About a minute later it happened again; he'd put it down and picked it up and there was a perfect, clear dialling tone, and this was when the whole shelf had collapsed and the books had come out horizontally, not falling, actually spraying into the room, taking the lamp and the radio with them, and Powys had thrown himself behind the sofa and screamed at the wall.
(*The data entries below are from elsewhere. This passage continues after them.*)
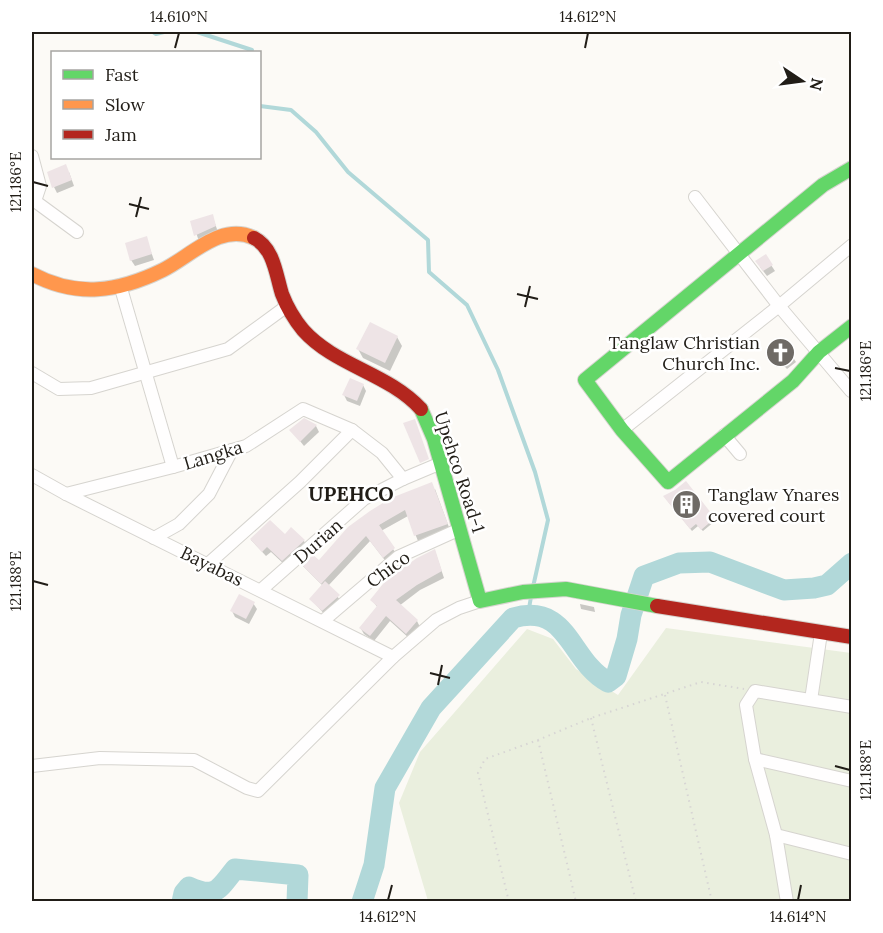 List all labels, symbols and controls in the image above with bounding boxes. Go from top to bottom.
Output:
text: 14.610°N [150,7,208,26]
text: 14.612°N [560,7,616,26]
legend [51,51,261,159]
north arrow [772,51,832,111]
text: Fast [105,63,139,86]
text: N [805,76,828,93]
text: Slow [105,93,145,116]
text: Jam [104,123,137,146]
text: 121.186°E [6,152,25,212]
place label: Tanglaw Christian Church Inc. [608,331,760,375]
church icon: Tanglaw Christian Church Inc. [765,336,797,368]
text: 121.186°E [856,341,875,401]
street label: Upehco Road-1 [430,408,490,536]
street label: Langka [181,435,245,475]
district label: UPEHCO [308,481,394,506]
place label: Tanglaw Ynares covered court [708,483,839,527]
building icon: Tanglaw Ynares covered court [671,488,703,520]
street label: Durian [289,514,347,568]
street label: Bayabas [177,541,247,591]
street label: Chico [362,545,414,593]
text: 121.188°E [6,551,25,611]
text: 121.188°E [856,740,875,800]
text: 14.612°N [360,907,416,926]
text: 14.614°N [770,907,826,926]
At least, he'd intended to scream, but it came out like a whimper, and Arnold flew out from under the chair and began to snarl.
Which was when Mrs Whitney knocked on the front door. Mrs Whitney and the leek and lentil soup. 'Better come and have this in my kitchen, Joe. Be warmed up in ten minutes.'
Less than five minutes later, he came out, followed by Arnold. The air was chilly. The mist was a flimsy tent over the forestry, blotting out the hill farms so that there was just the two cottages, one of them occupied by a bloke who only had to close his eyes now for something to happen. Maybe when he went to sleep, some kind of energy escaped from him and…
Oh, come on, you know better than to start theorising. These things happen. Leave it alone, don't be afraid, don't respond and it'll stop. Sooner or later it will stop.
Next door, Mrs Whitney sat him down by the Rayburn, warmed up the soup and stood over him while he spooned it up. Arnold lying across his trainers.
'Mr Kettle, now, he had this trouble more than once,' she said conversationally, I remember when he was dowsing for a new well at the old Burton place, by Kinsham.'
'What trouble exactly?'
'Oh, don't you go taking me for a fool, Joe. I lived next door to Mr Kettle for too many years. Magnet for it, that man.'
'So, what do you think I should do?'
'Well, it's not just the house, is it? Never is just a house, that's what Mr Kettle used to say. Just that house reacts quicker than most houses, on account of Mr Kettle, if anything comes in. I don't know where you could've picked something up though, Joe; you never goes anywhere much.'
'Maybe it was looking for me. God, I said I wouldn't do this again. If you respond to something, you just encourage it.'
'This is deep waters, Joe.' Mrs Whitney put the teapot on the Rayburn. I don't know what to say. Mr Kettle, now, he knew how to deal with this sorter business, but you, if you don't mind me saying so, you prob'ly don't.'
It could be deeply comforting having a neighbour like Mrs Whitney who had lived next door to Henry Kettle for many years and accepted dowsing (and everything it brought with it) as just another aspect of traditional country life, like blacksmithing and septic tanks.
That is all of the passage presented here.